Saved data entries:
* * * * * * * * *
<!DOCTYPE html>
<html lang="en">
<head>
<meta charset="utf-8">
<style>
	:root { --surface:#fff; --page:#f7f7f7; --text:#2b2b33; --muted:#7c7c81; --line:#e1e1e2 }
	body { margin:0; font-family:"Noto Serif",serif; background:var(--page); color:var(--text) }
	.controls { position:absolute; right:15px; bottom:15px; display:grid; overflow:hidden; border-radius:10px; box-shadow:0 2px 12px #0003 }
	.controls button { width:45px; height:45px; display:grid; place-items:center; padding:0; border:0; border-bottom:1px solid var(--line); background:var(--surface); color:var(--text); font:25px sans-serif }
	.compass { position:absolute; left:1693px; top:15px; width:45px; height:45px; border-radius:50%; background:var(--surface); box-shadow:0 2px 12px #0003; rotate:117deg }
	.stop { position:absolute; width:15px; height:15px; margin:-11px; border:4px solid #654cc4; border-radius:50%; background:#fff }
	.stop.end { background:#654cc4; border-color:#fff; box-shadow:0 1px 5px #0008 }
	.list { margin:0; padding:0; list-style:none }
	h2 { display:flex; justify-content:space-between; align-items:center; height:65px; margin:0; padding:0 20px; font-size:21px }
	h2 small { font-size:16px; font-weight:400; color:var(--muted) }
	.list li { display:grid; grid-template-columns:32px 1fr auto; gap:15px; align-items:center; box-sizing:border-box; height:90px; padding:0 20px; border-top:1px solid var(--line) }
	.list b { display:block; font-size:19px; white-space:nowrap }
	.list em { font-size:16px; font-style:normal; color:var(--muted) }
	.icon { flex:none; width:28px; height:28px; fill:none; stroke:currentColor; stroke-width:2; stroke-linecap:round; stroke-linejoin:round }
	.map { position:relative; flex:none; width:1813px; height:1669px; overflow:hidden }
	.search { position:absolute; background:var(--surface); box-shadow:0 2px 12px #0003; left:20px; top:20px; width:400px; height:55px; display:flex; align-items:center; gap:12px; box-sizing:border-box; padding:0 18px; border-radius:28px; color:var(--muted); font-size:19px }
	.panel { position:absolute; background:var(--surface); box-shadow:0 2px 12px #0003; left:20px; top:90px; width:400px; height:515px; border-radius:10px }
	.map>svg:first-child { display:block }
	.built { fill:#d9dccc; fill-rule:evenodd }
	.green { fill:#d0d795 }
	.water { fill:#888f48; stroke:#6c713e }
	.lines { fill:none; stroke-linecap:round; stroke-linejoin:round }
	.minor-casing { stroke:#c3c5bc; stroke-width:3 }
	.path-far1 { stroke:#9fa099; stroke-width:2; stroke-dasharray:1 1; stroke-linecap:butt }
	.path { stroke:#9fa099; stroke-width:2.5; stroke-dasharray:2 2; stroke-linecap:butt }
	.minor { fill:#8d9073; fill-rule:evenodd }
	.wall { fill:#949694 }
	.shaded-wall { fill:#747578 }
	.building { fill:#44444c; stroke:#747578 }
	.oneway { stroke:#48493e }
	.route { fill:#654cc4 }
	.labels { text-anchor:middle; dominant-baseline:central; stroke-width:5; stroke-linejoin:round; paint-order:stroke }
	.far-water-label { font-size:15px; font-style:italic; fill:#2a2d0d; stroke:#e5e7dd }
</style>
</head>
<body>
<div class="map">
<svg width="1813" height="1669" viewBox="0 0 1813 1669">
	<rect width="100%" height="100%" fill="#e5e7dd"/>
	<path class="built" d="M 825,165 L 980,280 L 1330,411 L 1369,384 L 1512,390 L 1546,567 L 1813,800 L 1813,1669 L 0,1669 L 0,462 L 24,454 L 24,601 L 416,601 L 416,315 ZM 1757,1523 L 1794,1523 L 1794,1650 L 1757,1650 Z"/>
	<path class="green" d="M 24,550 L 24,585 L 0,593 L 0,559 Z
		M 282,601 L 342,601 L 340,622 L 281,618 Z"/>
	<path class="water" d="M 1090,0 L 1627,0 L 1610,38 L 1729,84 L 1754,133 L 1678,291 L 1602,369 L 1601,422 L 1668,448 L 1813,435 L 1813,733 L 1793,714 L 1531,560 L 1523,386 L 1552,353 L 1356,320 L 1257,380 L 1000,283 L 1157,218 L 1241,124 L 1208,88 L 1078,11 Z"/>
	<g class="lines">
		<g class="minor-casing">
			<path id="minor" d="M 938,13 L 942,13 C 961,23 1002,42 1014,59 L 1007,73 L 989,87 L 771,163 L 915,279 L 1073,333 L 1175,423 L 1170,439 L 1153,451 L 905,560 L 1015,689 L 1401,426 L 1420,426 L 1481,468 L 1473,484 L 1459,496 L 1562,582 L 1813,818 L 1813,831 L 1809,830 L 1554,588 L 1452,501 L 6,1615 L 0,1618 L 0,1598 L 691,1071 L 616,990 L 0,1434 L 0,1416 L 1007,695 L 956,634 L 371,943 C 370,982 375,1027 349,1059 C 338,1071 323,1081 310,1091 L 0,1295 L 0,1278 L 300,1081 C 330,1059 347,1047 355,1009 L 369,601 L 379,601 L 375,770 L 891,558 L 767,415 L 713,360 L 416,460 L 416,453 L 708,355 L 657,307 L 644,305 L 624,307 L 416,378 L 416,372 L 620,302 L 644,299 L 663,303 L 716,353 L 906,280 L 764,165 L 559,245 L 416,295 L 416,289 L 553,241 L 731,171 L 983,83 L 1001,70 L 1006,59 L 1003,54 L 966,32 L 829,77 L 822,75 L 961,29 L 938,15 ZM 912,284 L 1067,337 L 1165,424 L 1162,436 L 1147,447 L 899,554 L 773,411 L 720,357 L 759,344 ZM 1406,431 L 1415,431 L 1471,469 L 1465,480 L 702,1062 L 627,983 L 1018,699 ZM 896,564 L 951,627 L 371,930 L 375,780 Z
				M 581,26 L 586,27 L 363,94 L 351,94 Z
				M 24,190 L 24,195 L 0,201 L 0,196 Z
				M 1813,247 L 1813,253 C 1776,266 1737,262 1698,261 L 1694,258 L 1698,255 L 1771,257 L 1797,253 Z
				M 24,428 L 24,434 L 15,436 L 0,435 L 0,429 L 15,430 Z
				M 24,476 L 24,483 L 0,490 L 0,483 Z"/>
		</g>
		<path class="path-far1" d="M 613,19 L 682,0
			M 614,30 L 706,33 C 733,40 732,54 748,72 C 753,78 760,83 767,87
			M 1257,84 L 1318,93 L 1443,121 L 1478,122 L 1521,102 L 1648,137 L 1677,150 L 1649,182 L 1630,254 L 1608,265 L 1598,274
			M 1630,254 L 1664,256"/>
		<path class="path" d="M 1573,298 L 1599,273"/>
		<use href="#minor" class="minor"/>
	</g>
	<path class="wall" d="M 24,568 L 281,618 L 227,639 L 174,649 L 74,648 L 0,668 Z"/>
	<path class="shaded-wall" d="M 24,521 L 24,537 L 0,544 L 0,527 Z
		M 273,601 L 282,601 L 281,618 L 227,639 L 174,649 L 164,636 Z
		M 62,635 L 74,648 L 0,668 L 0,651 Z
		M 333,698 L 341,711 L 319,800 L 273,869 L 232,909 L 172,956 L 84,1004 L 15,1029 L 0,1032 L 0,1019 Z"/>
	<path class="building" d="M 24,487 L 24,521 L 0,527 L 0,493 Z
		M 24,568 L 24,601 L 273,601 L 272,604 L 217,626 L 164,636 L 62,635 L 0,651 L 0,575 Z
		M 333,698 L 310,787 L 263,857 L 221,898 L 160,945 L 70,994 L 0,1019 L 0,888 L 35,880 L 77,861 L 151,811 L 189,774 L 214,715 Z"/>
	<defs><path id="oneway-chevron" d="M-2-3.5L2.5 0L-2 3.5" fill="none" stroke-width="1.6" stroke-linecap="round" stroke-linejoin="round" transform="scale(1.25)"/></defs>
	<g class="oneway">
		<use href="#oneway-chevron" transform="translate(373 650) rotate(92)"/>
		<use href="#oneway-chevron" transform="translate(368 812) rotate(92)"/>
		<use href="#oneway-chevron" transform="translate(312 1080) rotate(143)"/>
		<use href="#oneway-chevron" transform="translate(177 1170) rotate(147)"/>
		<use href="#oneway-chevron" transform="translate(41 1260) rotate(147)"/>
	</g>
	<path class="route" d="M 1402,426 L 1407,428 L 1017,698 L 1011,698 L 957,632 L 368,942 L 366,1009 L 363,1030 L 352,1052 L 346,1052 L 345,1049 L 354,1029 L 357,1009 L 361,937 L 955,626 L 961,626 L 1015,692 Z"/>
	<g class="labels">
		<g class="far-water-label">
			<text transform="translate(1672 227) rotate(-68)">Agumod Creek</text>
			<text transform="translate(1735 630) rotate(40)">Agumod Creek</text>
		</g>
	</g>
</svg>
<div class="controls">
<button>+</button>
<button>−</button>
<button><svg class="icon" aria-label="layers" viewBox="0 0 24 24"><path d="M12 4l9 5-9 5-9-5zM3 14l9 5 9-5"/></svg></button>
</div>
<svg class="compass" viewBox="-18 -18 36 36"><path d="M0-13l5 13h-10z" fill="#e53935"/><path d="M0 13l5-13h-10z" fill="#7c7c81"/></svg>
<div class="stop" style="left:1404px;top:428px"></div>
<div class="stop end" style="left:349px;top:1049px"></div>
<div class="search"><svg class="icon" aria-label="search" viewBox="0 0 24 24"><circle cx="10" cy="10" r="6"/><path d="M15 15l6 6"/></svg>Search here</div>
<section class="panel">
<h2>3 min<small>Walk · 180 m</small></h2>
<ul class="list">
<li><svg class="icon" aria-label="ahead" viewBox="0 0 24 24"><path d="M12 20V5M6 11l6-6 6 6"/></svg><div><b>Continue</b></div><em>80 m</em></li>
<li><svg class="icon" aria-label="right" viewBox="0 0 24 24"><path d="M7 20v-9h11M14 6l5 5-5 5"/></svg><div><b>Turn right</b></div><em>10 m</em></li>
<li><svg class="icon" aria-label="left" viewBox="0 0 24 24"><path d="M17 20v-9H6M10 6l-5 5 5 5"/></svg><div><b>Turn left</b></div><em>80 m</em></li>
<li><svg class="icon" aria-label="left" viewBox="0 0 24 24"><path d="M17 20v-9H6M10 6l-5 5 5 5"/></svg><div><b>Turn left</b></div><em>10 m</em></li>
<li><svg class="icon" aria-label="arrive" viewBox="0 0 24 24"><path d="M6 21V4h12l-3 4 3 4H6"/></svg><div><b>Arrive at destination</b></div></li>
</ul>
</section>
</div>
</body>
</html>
* * * * * * * * *
Exercise brief: Your answer must be the lines from the first line of the records through the line containing "position:absolute; right:15px; bottom:15px;", copied exactly.

Solved problem:
<!DOCTYPE html>
<html lang="en">
<head>
<meta charset="utf-8">
<style>
	:root { --surface:#fff; --page:#f7f7f7; --text:#2b2b33; --muted:#7c7c81; --line:#e1e1e2 }
	body { margin:0; font-family:"Noto Serif",serif; background:var(--page); color:var(--text) }
	.controls { position:absolute; right:15px; bottom:15px; display:grid; overflow:hidden; border-radius:10px; box-shadow:0 2px 12px #0003 }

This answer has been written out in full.